• _YOUR ASSIGNMENT_
Which lines of the entries hold the string "their"? Copy each one.

======== LISTED RECORDS

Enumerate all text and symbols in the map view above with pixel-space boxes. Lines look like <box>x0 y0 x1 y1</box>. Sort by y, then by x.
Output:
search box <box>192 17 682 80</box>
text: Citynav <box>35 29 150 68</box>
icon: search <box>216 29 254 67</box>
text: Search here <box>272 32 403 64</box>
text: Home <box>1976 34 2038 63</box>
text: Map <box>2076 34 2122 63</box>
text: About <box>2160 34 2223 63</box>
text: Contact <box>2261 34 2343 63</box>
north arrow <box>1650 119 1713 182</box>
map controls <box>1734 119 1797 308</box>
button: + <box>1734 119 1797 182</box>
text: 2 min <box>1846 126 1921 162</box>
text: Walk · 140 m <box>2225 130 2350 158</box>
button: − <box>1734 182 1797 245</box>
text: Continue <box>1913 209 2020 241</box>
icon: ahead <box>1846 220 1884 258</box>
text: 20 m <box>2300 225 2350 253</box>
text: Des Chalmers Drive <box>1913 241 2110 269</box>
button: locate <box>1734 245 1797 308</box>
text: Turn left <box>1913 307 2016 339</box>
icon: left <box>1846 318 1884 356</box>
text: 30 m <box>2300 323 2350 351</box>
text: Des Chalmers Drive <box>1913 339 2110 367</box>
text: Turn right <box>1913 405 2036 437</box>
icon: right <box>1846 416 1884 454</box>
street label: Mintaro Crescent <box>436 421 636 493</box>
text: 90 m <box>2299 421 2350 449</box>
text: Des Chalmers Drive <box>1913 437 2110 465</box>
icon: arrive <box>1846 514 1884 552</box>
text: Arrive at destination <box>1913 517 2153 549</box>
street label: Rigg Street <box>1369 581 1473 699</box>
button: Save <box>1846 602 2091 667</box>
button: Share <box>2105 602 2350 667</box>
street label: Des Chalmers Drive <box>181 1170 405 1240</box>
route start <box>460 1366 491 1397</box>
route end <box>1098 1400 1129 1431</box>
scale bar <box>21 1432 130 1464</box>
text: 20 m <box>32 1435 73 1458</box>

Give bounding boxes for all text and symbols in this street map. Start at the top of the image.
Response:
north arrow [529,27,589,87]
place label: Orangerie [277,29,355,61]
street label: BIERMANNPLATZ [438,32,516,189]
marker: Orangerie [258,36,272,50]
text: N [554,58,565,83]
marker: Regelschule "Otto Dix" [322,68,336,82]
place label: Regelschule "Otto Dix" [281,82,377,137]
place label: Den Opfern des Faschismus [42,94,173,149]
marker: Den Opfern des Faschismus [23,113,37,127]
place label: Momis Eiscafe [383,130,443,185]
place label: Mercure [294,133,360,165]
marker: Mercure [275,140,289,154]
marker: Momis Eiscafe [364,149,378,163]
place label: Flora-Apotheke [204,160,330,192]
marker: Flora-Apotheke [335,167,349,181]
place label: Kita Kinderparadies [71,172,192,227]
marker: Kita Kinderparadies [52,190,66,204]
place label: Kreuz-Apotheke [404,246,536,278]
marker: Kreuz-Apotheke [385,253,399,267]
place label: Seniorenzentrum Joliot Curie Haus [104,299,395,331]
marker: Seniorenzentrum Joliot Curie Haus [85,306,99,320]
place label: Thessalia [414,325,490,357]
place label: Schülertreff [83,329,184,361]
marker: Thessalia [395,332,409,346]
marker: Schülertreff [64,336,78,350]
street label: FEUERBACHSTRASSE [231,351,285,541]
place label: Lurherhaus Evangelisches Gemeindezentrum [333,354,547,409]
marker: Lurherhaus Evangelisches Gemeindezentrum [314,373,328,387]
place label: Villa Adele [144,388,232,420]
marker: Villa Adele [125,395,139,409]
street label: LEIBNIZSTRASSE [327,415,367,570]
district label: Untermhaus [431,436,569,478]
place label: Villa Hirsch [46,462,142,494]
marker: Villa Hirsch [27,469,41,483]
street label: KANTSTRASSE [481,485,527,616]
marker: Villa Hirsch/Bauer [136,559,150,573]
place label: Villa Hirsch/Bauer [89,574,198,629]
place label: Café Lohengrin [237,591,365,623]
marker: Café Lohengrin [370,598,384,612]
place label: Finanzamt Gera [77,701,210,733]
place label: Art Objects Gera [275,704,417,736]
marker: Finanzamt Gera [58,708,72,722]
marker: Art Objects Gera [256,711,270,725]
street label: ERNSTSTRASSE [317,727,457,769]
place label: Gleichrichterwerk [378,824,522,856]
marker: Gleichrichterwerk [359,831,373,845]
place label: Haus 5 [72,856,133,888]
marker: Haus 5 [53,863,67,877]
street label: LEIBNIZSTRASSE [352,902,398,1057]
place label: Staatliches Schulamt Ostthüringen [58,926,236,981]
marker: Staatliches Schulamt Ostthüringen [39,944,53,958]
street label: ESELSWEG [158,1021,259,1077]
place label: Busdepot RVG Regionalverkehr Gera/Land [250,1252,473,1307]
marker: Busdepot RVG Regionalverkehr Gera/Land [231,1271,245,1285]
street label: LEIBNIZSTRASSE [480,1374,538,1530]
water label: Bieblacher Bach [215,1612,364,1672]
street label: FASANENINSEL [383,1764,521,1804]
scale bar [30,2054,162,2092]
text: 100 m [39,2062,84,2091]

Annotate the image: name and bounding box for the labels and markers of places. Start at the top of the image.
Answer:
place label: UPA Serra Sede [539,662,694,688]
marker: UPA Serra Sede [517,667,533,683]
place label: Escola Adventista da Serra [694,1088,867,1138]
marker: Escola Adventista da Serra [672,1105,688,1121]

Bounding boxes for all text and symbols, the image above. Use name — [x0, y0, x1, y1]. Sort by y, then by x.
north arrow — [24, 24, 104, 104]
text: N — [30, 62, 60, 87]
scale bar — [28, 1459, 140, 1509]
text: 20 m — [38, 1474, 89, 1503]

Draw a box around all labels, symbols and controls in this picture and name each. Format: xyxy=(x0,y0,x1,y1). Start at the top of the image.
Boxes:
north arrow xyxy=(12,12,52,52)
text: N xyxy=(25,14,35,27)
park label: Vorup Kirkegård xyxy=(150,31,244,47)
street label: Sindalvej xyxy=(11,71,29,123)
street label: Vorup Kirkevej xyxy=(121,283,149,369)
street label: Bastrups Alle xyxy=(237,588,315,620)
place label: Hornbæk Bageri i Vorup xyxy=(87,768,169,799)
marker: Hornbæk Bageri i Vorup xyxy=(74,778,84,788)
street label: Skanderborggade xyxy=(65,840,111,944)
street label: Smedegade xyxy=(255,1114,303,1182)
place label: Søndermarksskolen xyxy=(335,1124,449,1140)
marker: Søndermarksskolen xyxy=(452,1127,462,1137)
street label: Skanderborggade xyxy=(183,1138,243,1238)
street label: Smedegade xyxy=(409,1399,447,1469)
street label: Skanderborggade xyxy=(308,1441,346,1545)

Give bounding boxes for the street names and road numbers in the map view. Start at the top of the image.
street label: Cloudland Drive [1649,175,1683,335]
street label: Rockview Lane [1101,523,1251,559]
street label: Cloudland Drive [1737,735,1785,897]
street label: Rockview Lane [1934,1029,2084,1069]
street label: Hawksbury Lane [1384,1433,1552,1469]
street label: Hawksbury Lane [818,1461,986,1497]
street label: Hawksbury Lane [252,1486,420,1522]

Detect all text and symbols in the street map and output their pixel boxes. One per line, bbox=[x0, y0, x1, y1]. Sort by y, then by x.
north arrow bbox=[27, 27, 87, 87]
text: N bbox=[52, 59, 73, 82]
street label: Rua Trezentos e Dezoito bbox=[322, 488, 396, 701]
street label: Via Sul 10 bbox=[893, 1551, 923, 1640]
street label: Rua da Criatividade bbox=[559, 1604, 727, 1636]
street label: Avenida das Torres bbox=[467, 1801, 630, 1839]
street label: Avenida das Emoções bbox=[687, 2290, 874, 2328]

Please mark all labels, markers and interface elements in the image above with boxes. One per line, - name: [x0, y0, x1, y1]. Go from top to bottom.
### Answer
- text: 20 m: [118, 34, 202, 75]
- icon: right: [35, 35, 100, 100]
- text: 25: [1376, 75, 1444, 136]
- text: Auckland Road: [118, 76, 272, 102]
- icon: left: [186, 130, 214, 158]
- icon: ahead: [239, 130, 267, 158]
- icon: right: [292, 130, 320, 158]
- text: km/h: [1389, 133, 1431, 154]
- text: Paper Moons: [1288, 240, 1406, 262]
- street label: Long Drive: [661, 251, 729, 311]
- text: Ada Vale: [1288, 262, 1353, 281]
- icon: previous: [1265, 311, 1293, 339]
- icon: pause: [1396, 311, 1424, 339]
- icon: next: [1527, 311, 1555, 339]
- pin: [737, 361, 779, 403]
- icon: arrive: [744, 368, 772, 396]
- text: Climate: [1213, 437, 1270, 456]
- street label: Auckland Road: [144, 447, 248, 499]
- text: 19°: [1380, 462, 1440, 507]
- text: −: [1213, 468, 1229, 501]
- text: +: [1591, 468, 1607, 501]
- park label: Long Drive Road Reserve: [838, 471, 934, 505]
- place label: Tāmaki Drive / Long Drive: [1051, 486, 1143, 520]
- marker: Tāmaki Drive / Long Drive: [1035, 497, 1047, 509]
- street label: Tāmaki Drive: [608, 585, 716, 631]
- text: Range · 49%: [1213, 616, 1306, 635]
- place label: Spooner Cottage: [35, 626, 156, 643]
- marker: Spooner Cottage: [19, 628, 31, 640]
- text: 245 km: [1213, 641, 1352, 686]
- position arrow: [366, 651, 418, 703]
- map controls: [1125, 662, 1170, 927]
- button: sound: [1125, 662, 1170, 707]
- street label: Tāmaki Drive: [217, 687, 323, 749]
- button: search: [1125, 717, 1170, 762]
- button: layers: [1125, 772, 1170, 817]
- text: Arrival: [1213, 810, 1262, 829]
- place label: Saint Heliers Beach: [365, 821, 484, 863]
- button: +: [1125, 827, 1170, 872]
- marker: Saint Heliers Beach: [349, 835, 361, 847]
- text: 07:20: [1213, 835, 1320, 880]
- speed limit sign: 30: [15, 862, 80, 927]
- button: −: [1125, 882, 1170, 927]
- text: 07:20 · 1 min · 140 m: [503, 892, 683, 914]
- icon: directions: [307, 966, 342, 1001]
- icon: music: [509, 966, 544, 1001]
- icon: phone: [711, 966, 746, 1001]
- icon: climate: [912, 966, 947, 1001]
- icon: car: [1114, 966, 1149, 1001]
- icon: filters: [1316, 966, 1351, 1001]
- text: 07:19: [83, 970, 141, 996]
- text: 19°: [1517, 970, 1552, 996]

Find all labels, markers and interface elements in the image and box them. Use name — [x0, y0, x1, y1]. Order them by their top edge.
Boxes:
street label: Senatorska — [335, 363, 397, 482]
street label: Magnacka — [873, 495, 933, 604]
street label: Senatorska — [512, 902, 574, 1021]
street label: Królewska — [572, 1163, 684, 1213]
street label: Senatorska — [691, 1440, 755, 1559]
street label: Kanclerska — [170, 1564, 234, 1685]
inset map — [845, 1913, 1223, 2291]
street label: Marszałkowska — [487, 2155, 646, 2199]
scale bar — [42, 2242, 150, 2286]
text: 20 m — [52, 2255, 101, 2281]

================

• _SOLUTION FOR THIS TASK_
Detect all text and symbols in the street map and output their pixel boxes. One per line, bbox=[x0, y0, x1, y1]. Sort by y, then by x.
Find all labels, markers and interface elements in the image and box them. Use name — [x0, y0, x1, y1]. Order them by their top edge.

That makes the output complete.